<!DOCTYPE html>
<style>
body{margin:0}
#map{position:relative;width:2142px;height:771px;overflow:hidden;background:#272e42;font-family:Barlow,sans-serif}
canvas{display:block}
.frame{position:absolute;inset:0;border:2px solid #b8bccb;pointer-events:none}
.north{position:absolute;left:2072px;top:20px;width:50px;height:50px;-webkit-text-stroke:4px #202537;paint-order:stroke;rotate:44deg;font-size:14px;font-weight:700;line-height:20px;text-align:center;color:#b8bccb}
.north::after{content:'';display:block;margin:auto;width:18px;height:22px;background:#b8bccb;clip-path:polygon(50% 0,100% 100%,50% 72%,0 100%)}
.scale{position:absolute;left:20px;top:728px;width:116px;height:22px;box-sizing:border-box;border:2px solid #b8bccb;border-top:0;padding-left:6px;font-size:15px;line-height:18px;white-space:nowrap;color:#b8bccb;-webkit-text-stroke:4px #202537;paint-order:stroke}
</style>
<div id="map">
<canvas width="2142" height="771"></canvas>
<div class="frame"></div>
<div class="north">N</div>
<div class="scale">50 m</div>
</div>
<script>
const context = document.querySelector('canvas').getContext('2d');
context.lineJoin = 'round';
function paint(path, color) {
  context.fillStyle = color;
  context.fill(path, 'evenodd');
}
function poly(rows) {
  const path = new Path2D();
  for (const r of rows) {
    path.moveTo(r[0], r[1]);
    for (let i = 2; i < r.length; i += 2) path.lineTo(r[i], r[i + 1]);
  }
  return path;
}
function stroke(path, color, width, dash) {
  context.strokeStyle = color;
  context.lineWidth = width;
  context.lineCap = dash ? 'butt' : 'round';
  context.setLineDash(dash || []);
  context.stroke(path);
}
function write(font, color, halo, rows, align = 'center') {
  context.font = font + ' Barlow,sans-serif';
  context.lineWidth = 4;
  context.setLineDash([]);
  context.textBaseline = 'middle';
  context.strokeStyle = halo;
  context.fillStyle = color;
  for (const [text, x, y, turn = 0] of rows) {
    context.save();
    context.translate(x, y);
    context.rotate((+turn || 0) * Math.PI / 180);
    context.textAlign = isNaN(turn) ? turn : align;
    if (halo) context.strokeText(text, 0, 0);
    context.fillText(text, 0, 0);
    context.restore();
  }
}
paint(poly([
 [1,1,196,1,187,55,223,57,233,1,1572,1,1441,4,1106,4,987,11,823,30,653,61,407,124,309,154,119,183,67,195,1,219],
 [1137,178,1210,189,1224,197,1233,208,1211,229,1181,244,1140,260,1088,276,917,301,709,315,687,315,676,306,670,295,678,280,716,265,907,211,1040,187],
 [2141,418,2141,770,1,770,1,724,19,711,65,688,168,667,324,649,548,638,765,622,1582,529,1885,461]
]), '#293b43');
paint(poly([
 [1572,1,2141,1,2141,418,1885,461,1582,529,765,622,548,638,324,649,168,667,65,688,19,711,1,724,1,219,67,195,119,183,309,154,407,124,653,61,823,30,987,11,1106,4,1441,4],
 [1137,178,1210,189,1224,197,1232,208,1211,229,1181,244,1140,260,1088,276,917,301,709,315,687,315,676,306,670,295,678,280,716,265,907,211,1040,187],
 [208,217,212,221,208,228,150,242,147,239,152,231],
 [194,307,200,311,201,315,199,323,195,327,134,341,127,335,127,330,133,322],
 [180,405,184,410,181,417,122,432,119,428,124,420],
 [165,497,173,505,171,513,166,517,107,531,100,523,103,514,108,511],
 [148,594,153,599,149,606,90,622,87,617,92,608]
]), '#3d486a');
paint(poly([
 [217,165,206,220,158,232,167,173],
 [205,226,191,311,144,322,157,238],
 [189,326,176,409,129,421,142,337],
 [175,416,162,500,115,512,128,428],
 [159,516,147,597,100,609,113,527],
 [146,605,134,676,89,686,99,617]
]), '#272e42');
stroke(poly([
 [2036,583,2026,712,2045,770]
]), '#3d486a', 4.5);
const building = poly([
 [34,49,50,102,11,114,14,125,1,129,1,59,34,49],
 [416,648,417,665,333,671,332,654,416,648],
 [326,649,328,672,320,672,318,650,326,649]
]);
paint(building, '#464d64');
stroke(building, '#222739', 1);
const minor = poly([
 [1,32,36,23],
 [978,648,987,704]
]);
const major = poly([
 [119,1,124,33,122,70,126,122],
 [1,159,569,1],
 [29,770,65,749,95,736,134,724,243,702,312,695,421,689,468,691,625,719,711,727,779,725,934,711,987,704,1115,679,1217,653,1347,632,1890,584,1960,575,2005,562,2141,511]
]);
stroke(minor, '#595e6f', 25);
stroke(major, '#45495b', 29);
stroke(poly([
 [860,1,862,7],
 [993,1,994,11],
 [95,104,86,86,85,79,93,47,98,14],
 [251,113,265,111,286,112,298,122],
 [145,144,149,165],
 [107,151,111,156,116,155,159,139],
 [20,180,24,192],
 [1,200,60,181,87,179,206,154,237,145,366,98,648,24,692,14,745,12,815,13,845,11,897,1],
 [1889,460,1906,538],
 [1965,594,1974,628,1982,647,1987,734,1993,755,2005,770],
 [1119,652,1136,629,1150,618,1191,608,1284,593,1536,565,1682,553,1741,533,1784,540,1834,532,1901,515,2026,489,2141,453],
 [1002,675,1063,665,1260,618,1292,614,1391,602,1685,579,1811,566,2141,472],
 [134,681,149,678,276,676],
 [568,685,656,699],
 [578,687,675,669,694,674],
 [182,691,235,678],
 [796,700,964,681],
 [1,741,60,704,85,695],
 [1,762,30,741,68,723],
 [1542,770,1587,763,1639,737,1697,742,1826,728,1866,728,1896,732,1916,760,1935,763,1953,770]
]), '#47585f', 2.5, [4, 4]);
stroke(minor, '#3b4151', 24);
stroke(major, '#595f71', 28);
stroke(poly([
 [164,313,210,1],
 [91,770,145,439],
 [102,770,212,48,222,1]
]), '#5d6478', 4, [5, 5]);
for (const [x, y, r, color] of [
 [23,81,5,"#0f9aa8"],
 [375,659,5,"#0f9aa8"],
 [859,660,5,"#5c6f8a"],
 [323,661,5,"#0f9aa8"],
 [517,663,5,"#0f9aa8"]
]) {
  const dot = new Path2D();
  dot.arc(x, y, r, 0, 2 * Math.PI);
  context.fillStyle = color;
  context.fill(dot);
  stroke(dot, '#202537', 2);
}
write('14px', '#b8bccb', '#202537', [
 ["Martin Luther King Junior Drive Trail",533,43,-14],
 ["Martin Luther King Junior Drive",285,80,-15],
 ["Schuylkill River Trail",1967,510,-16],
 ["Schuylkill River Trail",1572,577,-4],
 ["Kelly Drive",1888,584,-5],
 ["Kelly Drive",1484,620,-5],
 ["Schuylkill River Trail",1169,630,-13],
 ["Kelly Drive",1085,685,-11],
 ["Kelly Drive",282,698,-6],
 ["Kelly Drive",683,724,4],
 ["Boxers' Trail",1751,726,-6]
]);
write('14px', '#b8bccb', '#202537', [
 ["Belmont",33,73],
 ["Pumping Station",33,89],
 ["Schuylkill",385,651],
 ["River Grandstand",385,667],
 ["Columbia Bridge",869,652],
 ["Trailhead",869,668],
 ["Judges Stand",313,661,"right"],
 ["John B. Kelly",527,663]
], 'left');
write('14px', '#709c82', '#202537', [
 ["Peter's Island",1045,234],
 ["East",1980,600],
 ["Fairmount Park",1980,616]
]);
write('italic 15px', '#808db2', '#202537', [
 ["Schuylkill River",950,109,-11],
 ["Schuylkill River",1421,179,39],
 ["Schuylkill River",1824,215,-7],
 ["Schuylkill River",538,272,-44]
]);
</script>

- **The problem**: Go through the listing above and list every line that has the word "building".

- **Response to this exercise**:
const building = poly([
paint(building, '#464d64');
stroke(building, '#222739', 1);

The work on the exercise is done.